[Saved entries]
══════════════════════════════

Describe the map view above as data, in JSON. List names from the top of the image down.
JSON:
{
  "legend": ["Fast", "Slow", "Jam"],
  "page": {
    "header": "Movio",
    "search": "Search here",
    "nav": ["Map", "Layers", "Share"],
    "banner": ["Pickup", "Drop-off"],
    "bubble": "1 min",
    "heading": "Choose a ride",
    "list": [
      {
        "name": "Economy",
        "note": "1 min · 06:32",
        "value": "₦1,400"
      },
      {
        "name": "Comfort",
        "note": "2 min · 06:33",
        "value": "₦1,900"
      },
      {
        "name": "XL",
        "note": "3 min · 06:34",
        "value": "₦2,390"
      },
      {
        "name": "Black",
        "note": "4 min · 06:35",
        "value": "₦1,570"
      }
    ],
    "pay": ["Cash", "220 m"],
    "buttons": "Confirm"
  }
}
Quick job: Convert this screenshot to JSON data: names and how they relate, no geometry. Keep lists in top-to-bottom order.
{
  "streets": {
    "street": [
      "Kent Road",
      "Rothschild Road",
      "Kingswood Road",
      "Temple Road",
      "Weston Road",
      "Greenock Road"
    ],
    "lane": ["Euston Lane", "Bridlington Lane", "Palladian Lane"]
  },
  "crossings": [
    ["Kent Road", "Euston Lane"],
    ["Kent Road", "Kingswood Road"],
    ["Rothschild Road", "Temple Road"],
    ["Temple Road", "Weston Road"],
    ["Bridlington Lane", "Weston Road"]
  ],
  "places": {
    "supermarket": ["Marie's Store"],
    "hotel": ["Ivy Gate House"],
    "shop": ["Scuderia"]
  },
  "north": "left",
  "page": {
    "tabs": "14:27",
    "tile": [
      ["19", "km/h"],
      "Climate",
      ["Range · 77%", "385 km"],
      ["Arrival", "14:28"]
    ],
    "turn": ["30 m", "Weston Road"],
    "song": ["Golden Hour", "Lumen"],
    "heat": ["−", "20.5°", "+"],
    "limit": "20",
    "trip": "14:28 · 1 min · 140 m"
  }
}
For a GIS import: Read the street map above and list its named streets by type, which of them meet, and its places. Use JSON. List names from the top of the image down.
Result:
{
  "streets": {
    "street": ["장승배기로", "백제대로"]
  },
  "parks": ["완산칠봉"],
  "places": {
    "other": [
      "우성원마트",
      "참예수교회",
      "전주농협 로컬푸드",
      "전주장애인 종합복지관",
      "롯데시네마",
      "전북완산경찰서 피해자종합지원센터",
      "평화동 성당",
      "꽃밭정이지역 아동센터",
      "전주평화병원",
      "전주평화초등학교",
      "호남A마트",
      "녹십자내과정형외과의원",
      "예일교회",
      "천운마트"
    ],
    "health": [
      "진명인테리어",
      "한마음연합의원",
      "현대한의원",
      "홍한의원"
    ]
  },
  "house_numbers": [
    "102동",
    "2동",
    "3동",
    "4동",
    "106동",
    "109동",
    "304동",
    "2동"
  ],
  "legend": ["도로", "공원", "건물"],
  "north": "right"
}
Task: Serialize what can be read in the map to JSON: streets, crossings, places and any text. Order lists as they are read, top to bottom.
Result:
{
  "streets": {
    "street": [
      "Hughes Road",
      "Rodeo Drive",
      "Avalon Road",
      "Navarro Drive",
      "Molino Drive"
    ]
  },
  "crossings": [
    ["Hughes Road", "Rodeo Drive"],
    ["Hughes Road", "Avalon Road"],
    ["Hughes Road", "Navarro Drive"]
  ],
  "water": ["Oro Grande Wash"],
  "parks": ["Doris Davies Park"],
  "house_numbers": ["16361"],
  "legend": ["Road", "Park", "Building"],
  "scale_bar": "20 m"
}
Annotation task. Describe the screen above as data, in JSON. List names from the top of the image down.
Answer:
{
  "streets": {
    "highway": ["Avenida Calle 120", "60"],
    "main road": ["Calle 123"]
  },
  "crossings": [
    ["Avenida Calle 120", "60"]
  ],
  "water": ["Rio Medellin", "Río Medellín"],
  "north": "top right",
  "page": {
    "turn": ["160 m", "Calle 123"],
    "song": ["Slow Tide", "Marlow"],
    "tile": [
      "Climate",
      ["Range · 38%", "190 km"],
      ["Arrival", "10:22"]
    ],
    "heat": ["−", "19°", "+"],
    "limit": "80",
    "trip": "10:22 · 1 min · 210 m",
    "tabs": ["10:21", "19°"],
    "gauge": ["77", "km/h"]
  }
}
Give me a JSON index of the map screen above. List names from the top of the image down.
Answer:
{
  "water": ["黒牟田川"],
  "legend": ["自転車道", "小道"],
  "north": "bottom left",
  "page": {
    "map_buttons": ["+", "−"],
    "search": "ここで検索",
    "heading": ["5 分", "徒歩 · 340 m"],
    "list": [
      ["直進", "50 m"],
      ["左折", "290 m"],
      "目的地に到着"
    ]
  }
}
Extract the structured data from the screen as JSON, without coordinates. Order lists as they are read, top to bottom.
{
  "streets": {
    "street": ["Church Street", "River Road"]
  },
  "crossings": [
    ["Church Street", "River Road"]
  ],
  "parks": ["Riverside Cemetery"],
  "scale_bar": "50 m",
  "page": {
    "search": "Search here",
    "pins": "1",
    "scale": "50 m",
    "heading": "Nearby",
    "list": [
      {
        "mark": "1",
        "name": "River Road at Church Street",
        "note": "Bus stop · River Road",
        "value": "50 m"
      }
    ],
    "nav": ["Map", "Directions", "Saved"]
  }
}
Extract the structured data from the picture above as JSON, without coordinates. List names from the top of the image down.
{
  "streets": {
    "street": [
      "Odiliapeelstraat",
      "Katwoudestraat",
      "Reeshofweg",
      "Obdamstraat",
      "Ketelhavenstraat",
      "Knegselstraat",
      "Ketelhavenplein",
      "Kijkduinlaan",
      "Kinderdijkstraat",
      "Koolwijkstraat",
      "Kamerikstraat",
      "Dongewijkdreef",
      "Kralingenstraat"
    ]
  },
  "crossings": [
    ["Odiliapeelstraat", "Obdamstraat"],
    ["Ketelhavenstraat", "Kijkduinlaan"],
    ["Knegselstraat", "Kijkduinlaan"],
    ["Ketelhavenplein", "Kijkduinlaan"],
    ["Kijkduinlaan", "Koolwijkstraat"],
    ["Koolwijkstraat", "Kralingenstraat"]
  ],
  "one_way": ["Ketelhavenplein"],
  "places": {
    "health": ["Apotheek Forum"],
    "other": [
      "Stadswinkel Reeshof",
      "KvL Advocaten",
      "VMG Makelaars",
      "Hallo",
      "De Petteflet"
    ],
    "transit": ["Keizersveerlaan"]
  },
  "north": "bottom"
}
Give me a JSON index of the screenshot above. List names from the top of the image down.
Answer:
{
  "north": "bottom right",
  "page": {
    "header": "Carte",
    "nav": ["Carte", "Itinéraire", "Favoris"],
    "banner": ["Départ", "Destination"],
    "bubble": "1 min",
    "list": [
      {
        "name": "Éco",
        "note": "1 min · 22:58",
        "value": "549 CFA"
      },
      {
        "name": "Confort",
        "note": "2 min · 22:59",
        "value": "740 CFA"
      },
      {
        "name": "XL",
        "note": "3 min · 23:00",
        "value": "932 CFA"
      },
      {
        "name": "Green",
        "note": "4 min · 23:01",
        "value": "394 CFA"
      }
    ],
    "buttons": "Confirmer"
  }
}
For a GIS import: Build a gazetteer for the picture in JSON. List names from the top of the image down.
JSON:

══════════════════════════════

TASK: Gather from the data above every line with the string "Describe".

ANSWER BELOW:
Describe the map view above as data, in JSON. List names from the top of the image down.
Annotation task. Describe the screen above as data, in JSON. List names from the top of the image down.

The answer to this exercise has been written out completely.